LONDON: Can the West democratise the Middle East? Clearly, the answer is no. But whether the Middle East can become democratic is a very different question.

The notion that any country can democratise any other country leads us to misunderstand the fundamental concept of democracy building and misread our own history in Britain or America, where the struggle for democracy was a long, slow and internal: a struggle in which people over centuries seized their own rights, and not one in which overnight a foreign invading army somehow liberated us from external conquerors and made us free.

Wars fought even in the name of noble objectives create not democracy but anarchy. Any social scientist will tell you that anarchy is the condition in which tyranny breeds. Where you have previously had a secular tyranny like in Iraq, you might get a theocratic tyranny. In places like Afghanistan where you have had a theocratic tyranny, you may get a warlord tyranny.

Left to its own devices, Iran is far more likely to achieve democracy, though slowly, than Iraq where it has been imposed from the outside. Democracy comes bottom up and not top down.

Recent events show therefore that “preventative democracy” is a better answer to terrorism than preventative war, but for ”preventative democracy” to work we must understand the nature of democracy. By failing to do so, America has turned what might have been friends of the democratic process in Iraq into humiliated and vengeful enemies of the US military.

The US and British Governments seemed to imply that if you liquidated the Baathist dictatorship, automatically in its place would appear overnight a democracy, as if the only thing that stood between Iraqi society and democracy was the presence of a dictator.

American history from 1776-1789 and through the civil war shows the 200 hundred years it took to achieve an insufficient democracy in the United States. Our leaders would do well to first read our own history prior to talking about having to democratise other people. You don’t start with a Parliament, a Bill of Rights, a constitution, a free press and an independent judiciary, but with citizenship, education and civic institutions in the neighbourhood.
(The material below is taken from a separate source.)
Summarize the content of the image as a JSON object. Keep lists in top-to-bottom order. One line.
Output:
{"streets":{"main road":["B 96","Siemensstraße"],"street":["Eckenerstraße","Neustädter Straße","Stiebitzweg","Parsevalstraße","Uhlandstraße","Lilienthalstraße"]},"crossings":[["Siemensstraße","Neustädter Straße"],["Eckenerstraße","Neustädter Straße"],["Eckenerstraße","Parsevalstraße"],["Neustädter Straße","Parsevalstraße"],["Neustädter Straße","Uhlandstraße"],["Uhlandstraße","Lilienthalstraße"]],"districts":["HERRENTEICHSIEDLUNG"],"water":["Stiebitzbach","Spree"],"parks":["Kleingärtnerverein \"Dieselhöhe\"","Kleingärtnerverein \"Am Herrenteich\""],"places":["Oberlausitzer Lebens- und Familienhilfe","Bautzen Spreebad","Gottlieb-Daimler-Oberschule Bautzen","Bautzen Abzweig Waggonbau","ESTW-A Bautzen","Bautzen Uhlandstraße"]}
When Alex de Tocqueville toured America in the 1830s, he found much that was wrong, but was pleased that liberty was local and started with civic institutions.

Real democracy building requires a concentration on education, a fact recognised in the formative years of the US when John Adams of Massachusetts agreed with Thomas Jefferson of Virginia that the constitution would not work without state education for all who would be citizens. In the formative years of the United States, If America had understood this it would have put its tanks not in front of the Iraqi Energy Ministry but the schools and libraries.
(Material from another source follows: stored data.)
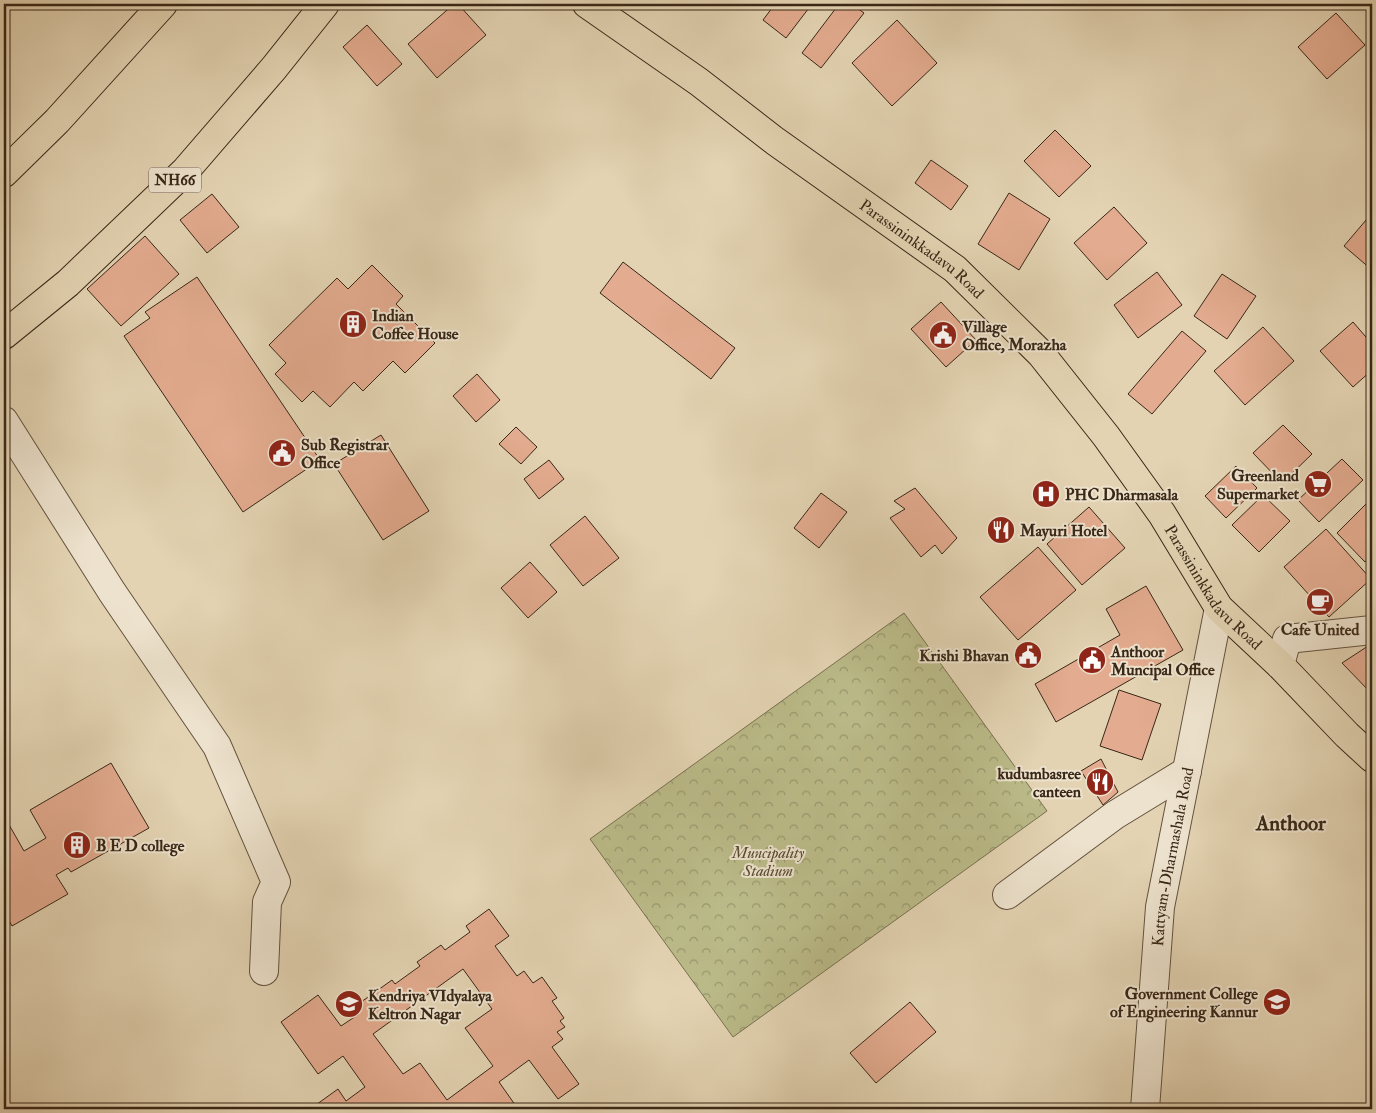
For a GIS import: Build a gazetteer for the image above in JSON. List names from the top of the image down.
{
  "streets": {
    "main road": ["NH66", "Parassininkkadavu Road"],
    "street": ["Kattyam-Dharmashala Road"]
  },
  "crossings": [
    ["Parassininkkadavu Road", "Kattyam-Dharmashala Road"]
  ],
  "districts": ["Anthoor"],
  "parks": ["Muncipality Stadium"],
  "places": {
    "building": ["Indian Coffee House", "B E D college"],
    "public building": [
      "Village Office, Morazha",
      "Sub Registrar Office",
      "Krishi Bhavan",
      "Anthoor Muncipal Office"
    ],
    "supermarket": ["Greenland Supermarket"],
    "hospital": ["PHC Dharmasala"],
    "restaurant": ["Mayuri Hotel", "kudumbasree canteen"],
    "cafe": ["Cafe United"],
    "school or university": ["Government College of Engineering Kannur", "Kendriya VIdyalaya Keltron Nagar"]
  }
}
The most militant and adversarial Muslim sect has not hesitated to create Wahhabi madressahs in Saudi Arabia and Pakistan to educate 40,000 children of Afghani refugees. They understand the value of schools, even where hate is the pedagogy. We’ve forgotten. American largesse is spent on training the Pakistani military at the same time as we’re neglecting to help develop the indigenous schools system.
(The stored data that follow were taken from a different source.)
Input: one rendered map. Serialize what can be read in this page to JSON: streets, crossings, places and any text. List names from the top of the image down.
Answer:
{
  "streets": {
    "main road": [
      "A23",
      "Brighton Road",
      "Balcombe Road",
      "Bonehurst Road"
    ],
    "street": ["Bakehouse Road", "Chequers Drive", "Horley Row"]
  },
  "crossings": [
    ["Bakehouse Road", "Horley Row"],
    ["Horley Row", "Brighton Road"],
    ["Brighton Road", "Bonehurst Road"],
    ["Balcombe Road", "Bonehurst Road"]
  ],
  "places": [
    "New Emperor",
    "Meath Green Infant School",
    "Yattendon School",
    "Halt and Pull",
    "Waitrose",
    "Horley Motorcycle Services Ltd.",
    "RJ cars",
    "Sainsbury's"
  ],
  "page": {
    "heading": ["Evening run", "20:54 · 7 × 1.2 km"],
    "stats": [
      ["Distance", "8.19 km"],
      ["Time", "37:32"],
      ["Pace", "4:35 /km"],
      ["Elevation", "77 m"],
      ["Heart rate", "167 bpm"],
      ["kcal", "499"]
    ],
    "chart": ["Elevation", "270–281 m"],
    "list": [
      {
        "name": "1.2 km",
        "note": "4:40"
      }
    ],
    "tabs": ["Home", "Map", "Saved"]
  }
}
But, though we must support civil society, outside powers cannot prescribe a democratic formula. Democratisation has taken many different paths, from Anglo-American common law to Continental Roman law; from the emphasis in Switzerland on communal freedom with American emphasis on individual freedom. When it comes to the rest of the world, we think it’s got to be done the American way.

We Fed-exed the Afghanis the Bill of Rights rather than seeing the need for democracy to develop that accommodates the local history and culture. The only thing that we can export from our own experience is the heterogeneity of that experience. Even today in Afghanistan the one democratic institution that looks like it could work is the grand council, or Loya Jirga, the only genuinely indigenous institution. If democracy is exogenous it cannot take root and will be blown away by the first gale, as in Haiti where there was a short-lived experiment with democracy America style.

Democracy means the right of people to make mistakes on the way to reclaim their own liberty. When France thought, along with the US and Britain, that the Algerians had made a mistake in voting in the 1991 primary elections for a relatively modest Muslim party in conjunction with the Algerian military they withdrew the democratic mandate. The resultant ten years of civil war, terrorism and the death of the middle class were far worse than if the electoral results had been supported.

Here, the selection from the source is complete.